(PROVIDED RECORDS Opens)
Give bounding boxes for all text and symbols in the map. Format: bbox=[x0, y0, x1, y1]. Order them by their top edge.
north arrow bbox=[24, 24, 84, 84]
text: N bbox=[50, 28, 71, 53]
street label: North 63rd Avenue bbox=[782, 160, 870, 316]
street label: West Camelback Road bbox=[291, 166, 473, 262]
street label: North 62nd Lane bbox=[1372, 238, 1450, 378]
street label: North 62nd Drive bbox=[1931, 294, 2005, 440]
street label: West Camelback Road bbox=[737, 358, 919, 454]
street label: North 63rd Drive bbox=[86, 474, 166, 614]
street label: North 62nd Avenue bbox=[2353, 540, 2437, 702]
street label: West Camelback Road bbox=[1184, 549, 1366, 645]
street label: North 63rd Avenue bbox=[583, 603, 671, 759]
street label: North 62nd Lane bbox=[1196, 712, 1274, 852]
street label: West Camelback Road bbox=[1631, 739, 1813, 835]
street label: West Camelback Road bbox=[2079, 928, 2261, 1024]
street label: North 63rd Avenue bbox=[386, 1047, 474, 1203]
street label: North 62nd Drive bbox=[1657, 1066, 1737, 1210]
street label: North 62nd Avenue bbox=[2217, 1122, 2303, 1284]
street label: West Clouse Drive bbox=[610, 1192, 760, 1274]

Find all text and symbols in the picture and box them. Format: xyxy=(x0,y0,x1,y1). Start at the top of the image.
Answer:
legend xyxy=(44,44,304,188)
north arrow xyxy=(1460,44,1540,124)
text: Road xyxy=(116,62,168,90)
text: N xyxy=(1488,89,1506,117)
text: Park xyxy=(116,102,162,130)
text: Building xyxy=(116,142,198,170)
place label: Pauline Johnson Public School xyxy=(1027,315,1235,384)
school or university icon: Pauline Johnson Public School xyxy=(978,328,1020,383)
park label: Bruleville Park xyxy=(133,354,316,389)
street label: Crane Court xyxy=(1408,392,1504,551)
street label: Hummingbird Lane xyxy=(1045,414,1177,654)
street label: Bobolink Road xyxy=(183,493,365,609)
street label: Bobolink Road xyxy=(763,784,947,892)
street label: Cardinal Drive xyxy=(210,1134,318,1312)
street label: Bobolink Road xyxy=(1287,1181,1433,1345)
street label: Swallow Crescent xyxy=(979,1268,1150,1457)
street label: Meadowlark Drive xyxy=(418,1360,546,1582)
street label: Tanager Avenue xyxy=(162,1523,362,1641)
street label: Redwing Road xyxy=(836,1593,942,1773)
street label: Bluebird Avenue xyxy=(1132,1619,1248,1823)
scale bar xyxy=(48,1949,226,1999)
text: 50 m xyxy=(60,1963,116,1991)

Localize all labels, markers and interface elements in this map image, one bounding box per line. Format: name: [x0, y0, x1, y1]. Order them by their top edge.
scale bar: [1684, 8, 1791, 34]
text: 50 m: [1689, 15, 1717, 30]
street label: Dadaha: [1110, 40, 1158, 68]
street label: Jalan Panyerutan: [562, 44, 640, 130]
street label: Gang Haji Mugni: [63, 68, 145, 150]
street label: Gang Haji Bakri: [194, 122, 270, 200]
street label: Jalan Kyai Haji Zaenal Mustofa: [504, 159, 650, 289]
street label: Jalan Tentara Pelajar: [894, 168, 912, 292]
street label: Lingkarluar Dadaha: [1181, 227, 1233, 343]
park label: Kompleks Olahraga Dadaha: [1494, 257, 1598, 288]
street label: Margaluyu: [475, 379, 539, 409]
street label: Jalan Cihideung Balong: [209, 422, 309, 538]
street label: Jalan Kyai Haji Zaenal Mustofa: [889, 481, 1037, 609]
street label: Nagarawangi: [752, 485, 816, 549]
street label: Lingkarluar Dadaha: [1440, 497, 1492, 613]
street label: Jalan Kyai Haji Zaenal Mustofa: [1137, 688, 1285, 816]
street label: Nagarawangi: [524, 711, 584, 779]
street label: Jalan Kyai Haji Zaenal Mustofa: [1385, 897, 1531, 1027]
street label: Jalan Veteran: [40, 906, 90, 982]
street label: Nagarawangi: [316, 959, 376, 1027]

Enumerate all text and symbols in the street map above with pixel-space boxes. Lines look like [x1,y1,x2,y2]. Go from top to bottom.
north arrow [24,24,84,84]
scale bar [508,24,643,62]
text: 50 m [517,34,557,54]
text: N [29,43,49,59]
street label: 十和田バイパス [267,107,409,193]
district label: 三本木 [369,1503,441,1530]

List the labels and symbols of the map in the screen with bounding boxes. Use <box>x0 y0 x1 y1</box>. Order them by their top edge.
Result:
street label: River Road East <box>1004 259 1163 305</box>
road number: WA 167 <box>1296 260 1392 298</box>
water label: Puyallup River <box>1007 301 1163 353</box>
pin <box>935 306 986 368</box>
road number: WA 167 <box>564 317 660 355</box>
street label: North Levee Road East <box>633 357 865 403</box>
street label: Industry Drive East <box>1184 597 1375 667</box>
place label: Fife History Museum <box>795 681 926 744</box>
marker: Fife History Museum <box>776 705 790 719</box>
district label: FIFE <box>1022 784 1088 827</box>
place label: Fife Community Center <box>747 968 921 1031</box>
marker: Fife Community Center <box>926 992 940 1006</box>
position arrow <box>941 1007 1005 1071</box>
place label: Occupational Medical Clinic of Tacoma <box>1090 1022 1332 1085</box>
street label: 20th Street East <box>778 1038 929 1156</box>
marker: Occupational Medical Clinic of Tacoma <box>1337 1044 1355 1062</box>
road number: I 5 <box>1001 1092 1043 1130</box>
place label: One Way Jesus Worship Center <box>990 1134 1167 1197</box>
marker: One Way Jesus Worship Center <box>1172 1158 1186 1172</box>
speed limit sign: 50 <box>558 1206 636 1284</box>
(PROVIDED RECORDS Closes)
■ WHAT YOU ARE ASKED TO DO ■
Each line of the records should be transcribed without change.

■ RESPONSE TO THE EXERCISE ■
Give bounding boxes for all text and symbols in the map. Format: bbox=[x0, y0, x1, y1]. Order them by their top edge.
north arrow bbox=[24, 24, 84, 84]
text: N bbox=[50, 28, 71, 53]
street label: North 63rd Avenue bbox=[782, 160, 870, 316]
street label: West Camelback Road bbox=[291, 166, 473, 262]
street label: North 62nd Lane bbox=[1372, 238, 1450, 378]
street label: North 62nd Drive bbox=[1931, 294, 2005, 440]
street label: West Camelback Road bbox=[737, 358, 919, 454]
street label: North 63rd Drive bbox=[86, 474, 166, 614]
street label: North 62nd Avenue bbox=[2353, 540, 2437, 702]
street label: West Camelback Road bbox=[1184, 549, 1366, 645]
street label: North 63rd Avenue bbox=[583, 603, 671, 759]
street label: North 62nd Lane bbox=[1196, 712, 1274, 852]
street label: West Camelback Road bbox=[1631, 739, 1813, 835]
street label: West Camelback Road bbox=[2079, 928, 2261, 1024]
street label: North 63rd Avenue bbox=[386, 1047, 474, 1203]
street label: North 62nd Drive bbox=[1657, 1066, 1737, 1210]
street label: North 62nd Avenue bbox=[2217, 1122, 2303, 1284]
street label: West Clouse Drive bbox=[610, 1192, 760, 1274]

Find all text and symbols in the picture and box them. Format: xyxy=(x0,y0,x1,y1). Start at the top of the image.
Answer:
legend xyxy=(44,44,304,188)
north arrow xyxy=(1460,44,1540,124)
text: Road xyxy=(116,62,168,90)
text: N xyxy=(1488,89,1506,117)
text: Park xyxy=(116,102,162,130)
text: Building xyxy=(116,142,198,170)
place label: Pauline Johnson Public School xyxy=(1027,315,1235,384)
school or university icon: Pauline Johnson Public School xyxy=(978,328,1020,383)
park label: Bruleville Park xyxy=(133,354,316,389)
street label: Crane Court xyxy=(1408,392,1504,551)
street label: Hummingbird Lane xyxy=(1045,414,1177,654)
street label: Bobolink Road xyxy=(183,493,365,609)
street label: Bobolink Road xyxy=(763,784,947,892)
street label: Cardinal Drive xyxy=(210,1134,318,1312)
street label: Bobolink Road xyxy=(1287,1181,1433,1345)
street label: Swallow Crescent xyxy=(979,1268,1150,1457)
street label: Meadowlark Drive xyxy=(418,1360,546,1582)
street label: Tanager Avenue xyxy=(162,1523,362,1641)
street label: Redwing Road xyxy=(836,1593,942,1773)
street label: Bluebird Avenue xyxy=(1132,1619,1248,1823)
scale bar xyxy=(48,1949,226,1999)
text: 50 m xyxy=(60,1963,116,1991)

Localize all labels, markers and interface elements in this map image, one bounding box per line. Format: name: [x0, y0, x1, y1]. Order them by their top edge.
scale bar: [1684, 8, 1791, 34]
text: 50 m: [1689, 15, 1717, 30]
street label: Dadaha: [1110, 40, 1158, 68]
street label: Jalan Panyerutan: [562, 44, 640, 130]
street label: Gang Haji Mugni: [63, 68, 145, 150]
street label: Gang Haji Bakri: [194, 122, 270, 200]
street label: Jalan Kyai Haji Zaenal Mustofa: [504, 159, 650, 289]
street label: Jalan Tentara Pelajar: [894, 168, 912, 292]
street label: Lingkarluar Dadaha: [1181, 227, 1233, 343]
park label: Kompleks Olahraga Dadaha: [1494, 257, 1598, 288]
street label: Margaluyu: [475, 379, 539, 409]
street label: Jalan Cihideung Balong: [209, 422, 309, 538]
street label: Jalan Kyai Haji Zaenal Mustofa: [889, 481, 1037, 609]
street label: Nagarawangi: [752, 485, 816, 549]
street label: Lingkarluar Dadaha: [1440, 497, 1492, 613]
street label: Jalan Kyai Haji Zaenal Mustofa: [1137, 688, 1285, 816]
street label: Nagarawangi: [524, 711, 584, 779]
street label: Jalan Kyai Haji Zaenal Mustofa: [1385, 897, 1531, 1027]
street label: Jalan Veteran: [40, 906, 90, 982]
street label: Nagarawangi: [316, 959, 376, 1027]

Enumerate all text and symbols in the street map above with pixel-space boxes. Lines look like [x1,y1,x2,y2]. Go from top to bottom.
north arrow [24,24,84,84]
scale bar [508,24,643,62]
text: 50 m [517,34,557,54]
text: N [29,43,49,59]
street label: 十和田バイパス [267,107,409,193]
district label: 三本木 [369,1503,441,1530]

List the labels and symbols of the map in the screen with bounding boxes. Use <box>x0 y0 x1 y1</box>. Order them by their top edge.
Result:
street label: River Road East <box>1004 259 1163 305</box>
road number: WA 167 <box>1296 260 1392 298</box>
water label: Puyallup River <box>1007 301 1163 353</box>
pin <box>935 306 986 368</box>
road number: WA 167 <box>564 317 660 355</box>
street label: North Levee Road East <box>633 357 865 403</box>
street label: Industry Drive East <box>1184 597 1375 667</box>
place label: Fife History Museum <box>795 681 926 744</box>
marker: Fife History Museum <box>776 705 790 719</box>
district label: FIFE <box>1022 784 1088 827</box>
place label: Fife Community Center <box>747 968 921 1031</box>
marker: Fife Community Center <box>926 992 940 1006</box>
position arrow <box>941 1007 1005 1071</box>
place label: Occupational Medical Clinic of Tacoma <box>1090 1022 1332 1085</box>
street label: 20th Street East <box>778 1038 929 1156</box>
marker: Occupational Medical Clinic of Tacoma <box>1337 1044 1355 1062</box>
road number: I 5 <box>1001 1092 1043 1130</box>
place label: One Way Jesus Worship Center <box>990 1134 1167 1197</box>
marker: One Way Jesus Worship Center <box>1172 1158 1186 1172</box>
speed limit sign: 50 <box>558 1206 636 1284</box>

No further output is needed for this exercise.